Doctor vs. Disease; Hero vs. Himself
Zack Davisson | Seattle, WA, USA | 06/11/2008
(5 out of 5 stars)
"I have often heard of "The Quiet Duel" as one of the lesser of Kurosawa's films, that there was something about it that just didn't quite work. Surely, it is not of the same caliber as Seven Samurai or Ikiru, but after seeing it, and finding out what an excellent film it is, I think its reputation is undeserved.
This is Kurosawa's ninth film as full director, and his second collaboration with the power combo of Shimura Takeshi and Mifune Toshiro. It tells the story of a doctor, brilliant and willful, who is infected with syphilis while saving a patients life on the battlefield. At this time in history, syphilis cures were chancy at best, often hurting the patient more than if they had just been left alone. It was basically the death sentence that AIDs is today, carrying the same stigmatism. The doctor knows he has a death sentence, and must distance himself from his girlfriend or all meaningful human contact, in order not to infect someone else with the dread disease.
"The Quiet Duel" revisits some of the themes from his previous work, Drunken Angel. However, whereas "Drunken Angel" had the doctor as a flawed character, "The Quiet Duel" presents him as a tower of heroic strength; almost able to withstand without regret the cruel fate he has been inflicted with. In an impulsive moment, to save a man's life, he loses everything of meaning and must endure what his life has become as a result.
The slight and apparent flaw in the film is that Mifune's doctor keeps operating on patients even though he is infected.

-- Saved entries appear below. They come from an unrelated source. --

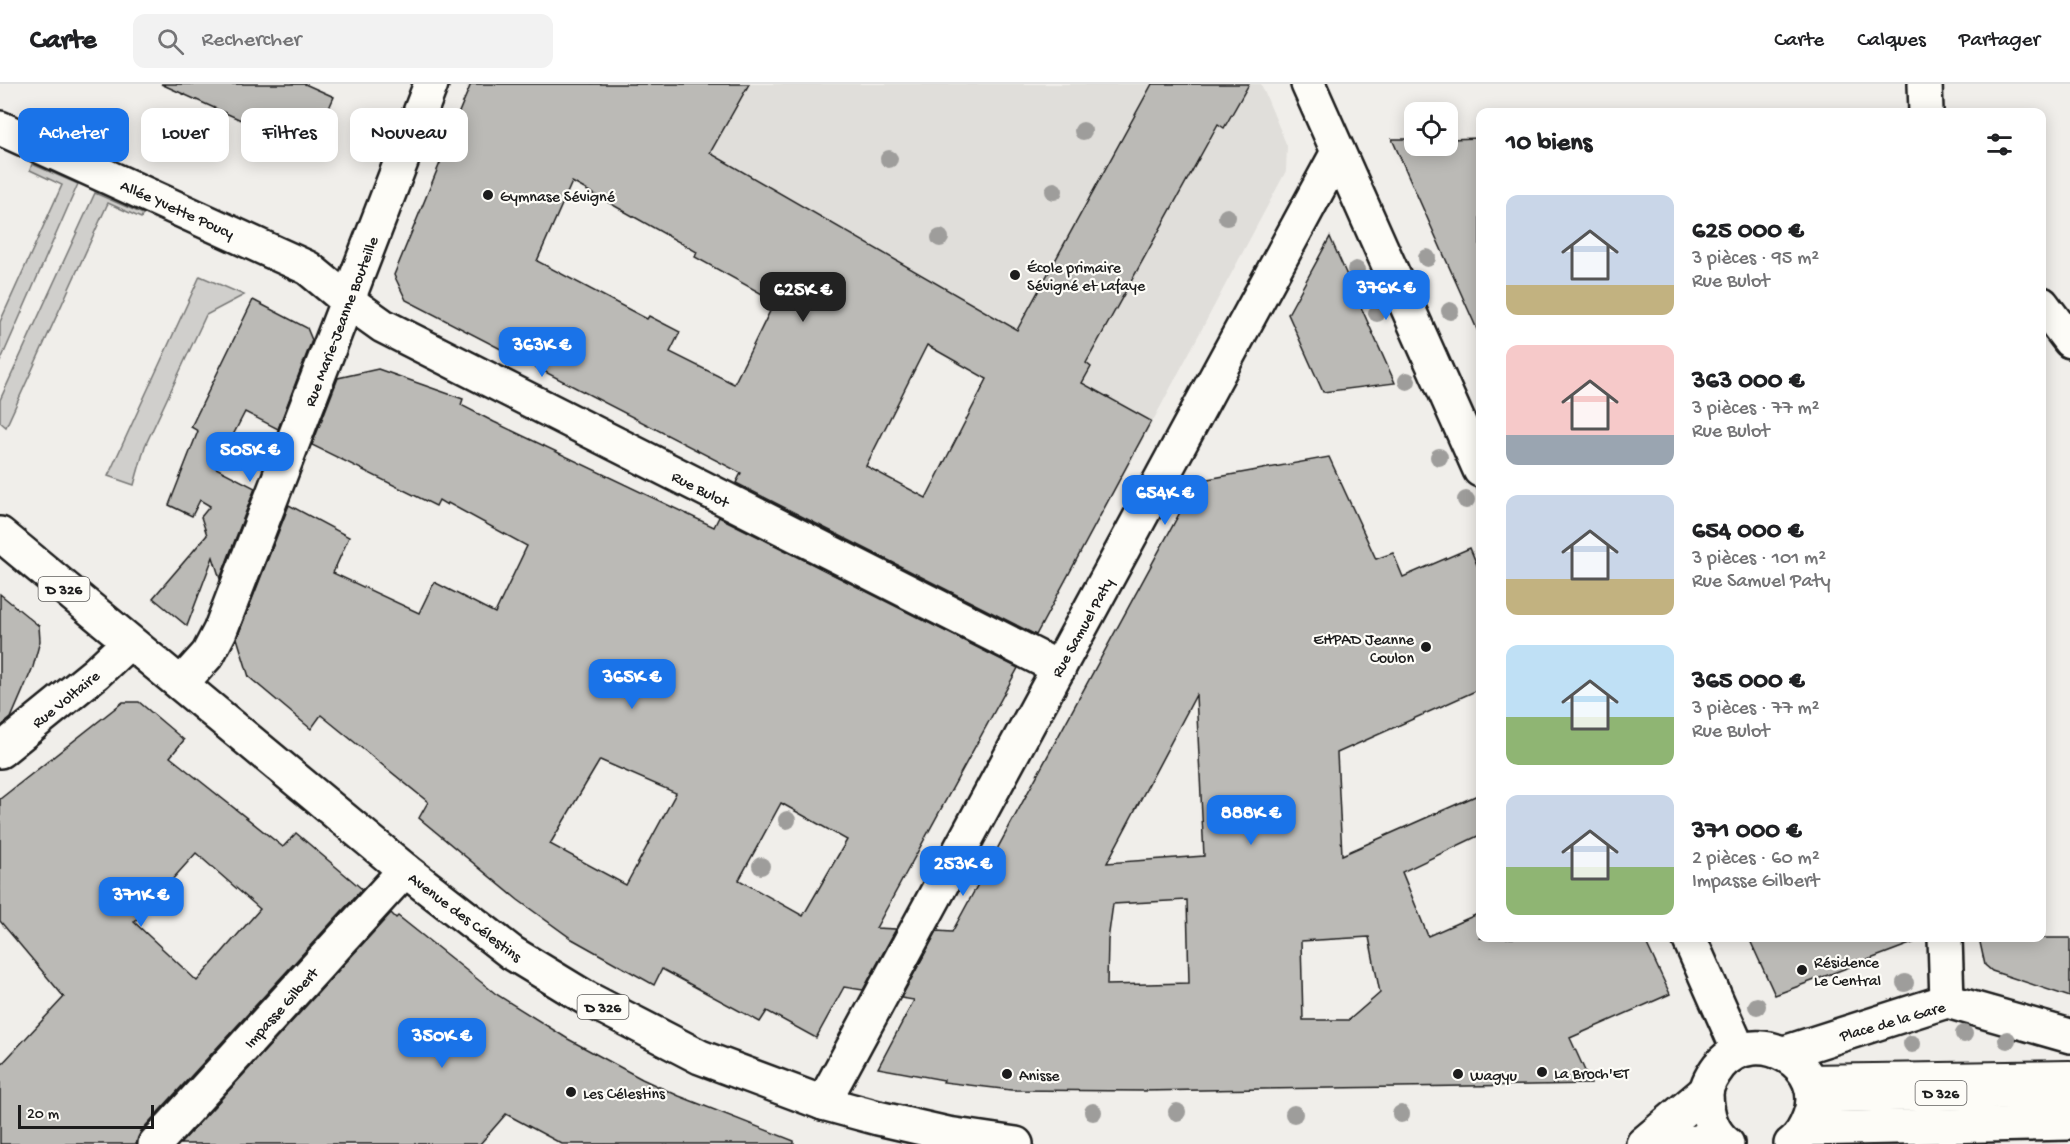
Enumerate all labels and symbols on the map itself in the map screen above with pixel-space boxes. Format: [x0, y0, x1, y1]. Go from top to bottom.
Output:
street label: Allée Yvette Poucy [117, 178, 237, 245]
marker: Gymnase Sévigné [481, 188, 495, 202]
place label: Gymnase Sévigné [500, 189, 616, 208]
street label: Rue Marie-Jeanne Bouteille [302, 234, 385, 410]
place label: École primaire Sévigné et Lafaye [1027, 260, 1146, 297]
marker: École primaire Sévigné et Lafaye [1008, 268, 1022, 282]
pin: 376K € [1337, 270, 1435, 321]
pin: 625K € [754, 272, 852, 323]
pin: 363K € [493, 327, 591, 378]
pin: 505K € [201, 432, 299, 483]
street label: Rue Bulot [667, 469, 733, 514]
pin: 654K € [1116, 475, 1214, 526]
street label: Rue Samuel Paty [1049, 576, 1119, 682]
road number: D 326 [38, 577, 90, 601]
place label: EHPAD Jeanne Coulon [1313, 632, 1415, 669]
marker: EHPAD Jeanne Coulon [1419, 640, 1433, 654]
pin: 365K € [583, 659, 681, 710]
street label: Rue Voltaire [30, 667, 105, 734]
pin: 888K € [1202, 795, 1300, 846]
pin: 253K € [914, 846, 1012, 897]
street label: Avenue des Célestins [403, 870, 525, 968]
pin: 371K € [92, 877, 190, 928]
place label: Résidence Le Central [1814, 955, 1881, 992]
marker: Résidence Le Central [1795, 963, 1809, 977]
street label: Impasse Gilbert [241, 964, 325, 1054]
road number: D 326 [578, 995, 628, 1019]
street label: Place de la Gare [1837, 999, 1949, 1048]
pin: 350K € [393, 1018, 491, 1069]
marker: La Broch'ET [1535, 1065, 1549, 1079]
place label: La Broch'ET [1554, 1066, 1630, 1085]
marker: Anisse [1000, 1067, 1014, 1081]
marker: Wagyu [1451, 1067, 1465, 1081]
place label: Anisse [1019, 1068, 1060, 1087]
place label: Wagyu [1470, 1068, 1517, 1087]
road number: D 326 [1916, 1081, 1966, 1105]
marker: Les Célestins [564, 1085, 578, 1099]
place label: Les Célestins [583, 1086, 666, 1105]
scale bar [18, 1102, 154, 1130]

He shies from all human touch save the inside of an operating theater, but one can't help but wonder how easy it would be for one of his gloves to break and the disease to slip into a patients body. I thought this should have been addressed better, but as it is suspension of disbelief has to come into play.
Even more than "Drunken Angel", Mifune's acting skills and shear screen power come out to play here. His doctor is a far cry from his slick gangster, and shades of the Red Beard he will become are apparent. Shimura has a lesser supporting role, as would always be the case when the powerhouse of Mifune takes the screen, but he brings a lightness and human element that would be otherwise missing. There is one scene that is just amazing...but I don't want to ruin it for you. Just watch it, and you will see.
This DVD includes some really nice interviews from cinematographer Setsuo Kobayashi, actress Miki Sanjo and composer Akila Ifukube. While not quite up to par with the Criterion Collection releases, it is still a fantastic DVD.